Эти слова почему-то больнее всего задели душу Лаврищева. Он покатал желваки на крутых скулах, сказал, как часто говорил своим подследственным:
— Ну ты, крутое яйцо в кожаной куртке!.. Осторожней на крутых поворотах…
— А то что? Посадишь? Так у нас половина сидит, а другая половина — охраняет. Потом, перестроившись, меняются.
Лаврищев потерял равновесие духа и взорвался:
— Да я вижу, ты уже готов не только в Германию свою смыться, а и родину продать!..
— Сегодня, когда в магазинах голые полки — с превеликим удовольствием. Только кто её купит? Такую в миг обнищавшую родину при всём желании не продашь!
Игорь Ильич достал сигарету, ломая спички, прикурил.
— Да, сегодня нам всем трудно, — сказал он. — Но русский человек на весь мир славится своим умением находить выход из самых трудных ситуаций…
— Но ещё более он славится, — перебил отчима Юлиан, — своим умением находить туда вход. И вот что я тебе, Лаврищев, скажу: я буду, буду вам назло учиться в Берлинском университете. Не дадите денег, сам их достану! И тут же — в Берлин, в Германию. Во мне закипает кровь Эссенов!.. Чувствуешь следователь? Прочь от ваших университетов и институтов, где приучают к одноклеточным словам и куцым мыслям. Мама мечтает меня видеть журналистом, а я не хочу писать, что отечественные поезда самые поездатые поезда в мире!.. Сыт этой ложью! Раньше мы боролись за социализм с человеческим лицом, а теперь что — за капитализм с человеческим лицом? Только где оно, это лицо человеческое? А? На 90-и месте, после Занзибара, по тратам из госказны на одного условного россиянина!.. Зато денег на следователей и судей, правоохранителей всех мастей денег не жалеем.

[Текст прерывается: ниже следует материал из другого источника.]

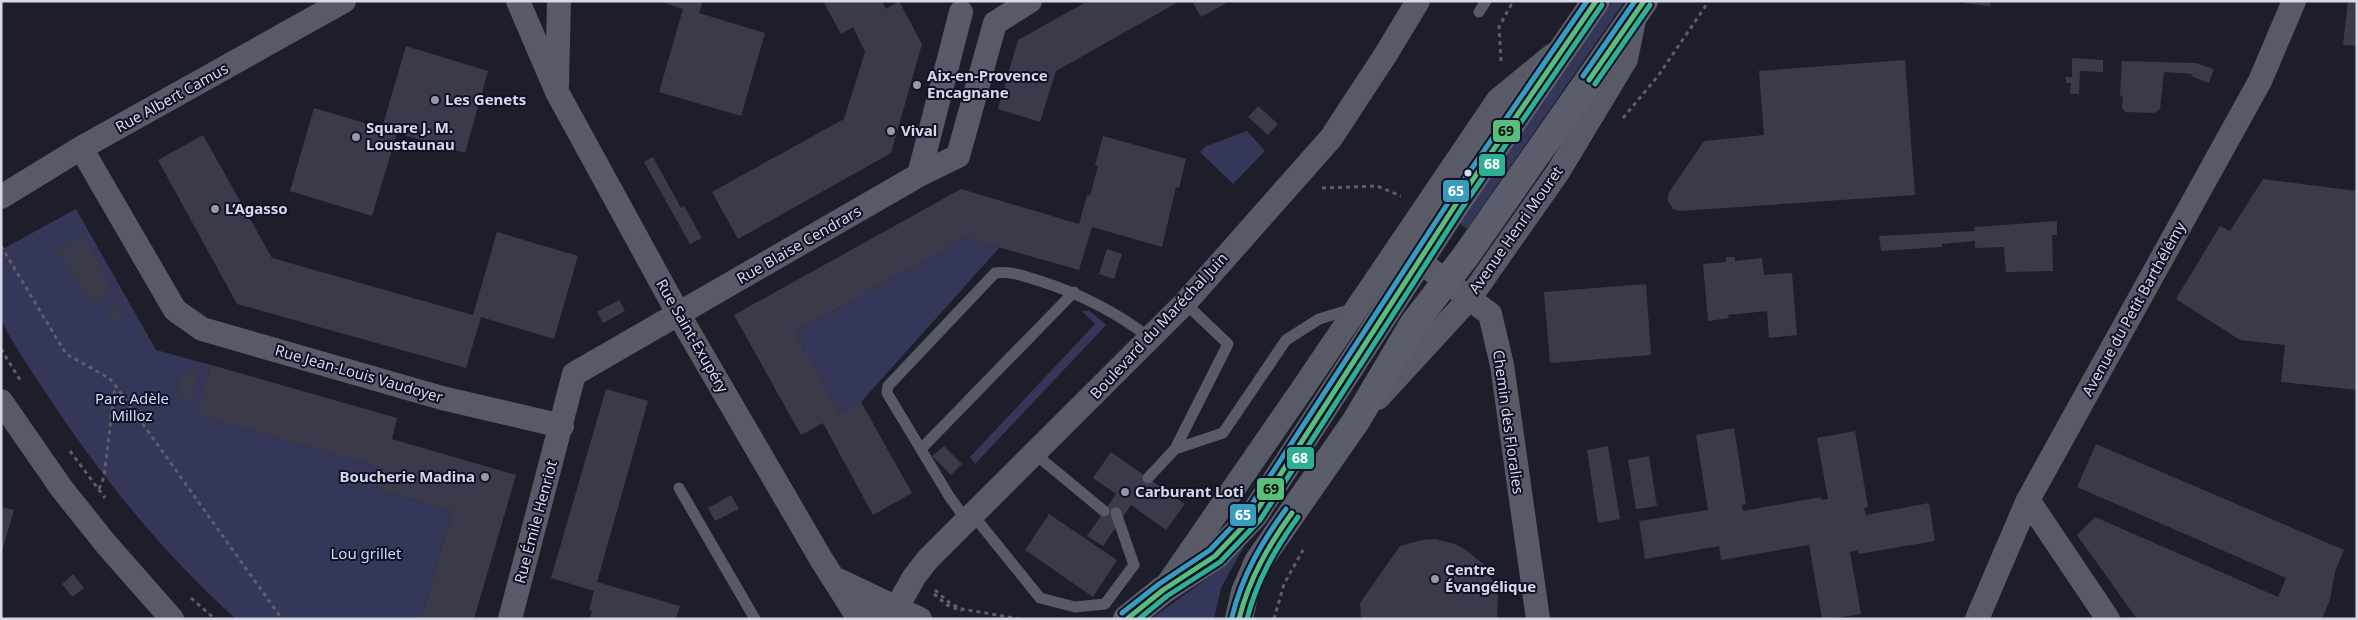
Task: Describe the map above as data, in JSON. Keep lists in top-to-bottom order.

Неожиданно Юлиан запел на мотив «Широка страна моя родная», песни, известной каждому советскому человеку:
— Я другой такой страны не знаю,
Где так вольно, смирно и кругом!..
— Как же ты, майн либе зон, до сего дня жил в России? — резко переходя в наступление и, придав голосу стальную интонацию, весьма эффективную на допросах обвиняемых, процедил сквозь зубы Лаврищев.
— Как жил? — засмеялся Юдиан. — Как все. А все живут в этой стране, по известной формуле: иногда выпьют от нечего делать, иногда что-то сделают от нечего выпить, а потом в самом расцвете сил умирают от нечего делать и нечего выпить.
Эти слова Юлиана просвистели над ухом следователя, как тот жакан, выпущенный на памятной Лаврищеву охоте на кабана из «тулки» пасынка. И, кажется, этот свист вернул следователя в его воспитательной работе к разбитому корыту. Он понял всю бесплодность своих попыток воспитать из Юлика — Юлия, ну, если не цезаря, то хотя бы честного и доброго малого, любящего свою страну, Родину свою… «А я ведь ему в детстве «Тараса Бульбу» читал! — про себя сокрушался Лаврищев. — Нет, даже великая литература не делает людей лучше, патриотичнее…Тихий голос совести и любви к малой и большой Родине так и не проснулся в душе Юлиана. Начитался, паразит, разных умников. Вот и бодается телёнок с дубом».
Игорь Ильич малу помалу оставил в покое «юного диссидента», почти гётевского Вертера, который был несказанно рад этому событию и упросил мать, чтобы переехать на постоянное место жительства к бабушке Кате и дедушке Сигизмунду, в их «трёшку», которая находилась на седьмом этаже знаменитой высотки на Набережной Москвы-реки. Лаврищев понимал, что пасынок начинал подбивать клинья под его финансирование на учёбу в Берлине. Благо, времена менялись. И пресловутый «железный занавес» в начале 90-х, превратился в марлевую занавеску.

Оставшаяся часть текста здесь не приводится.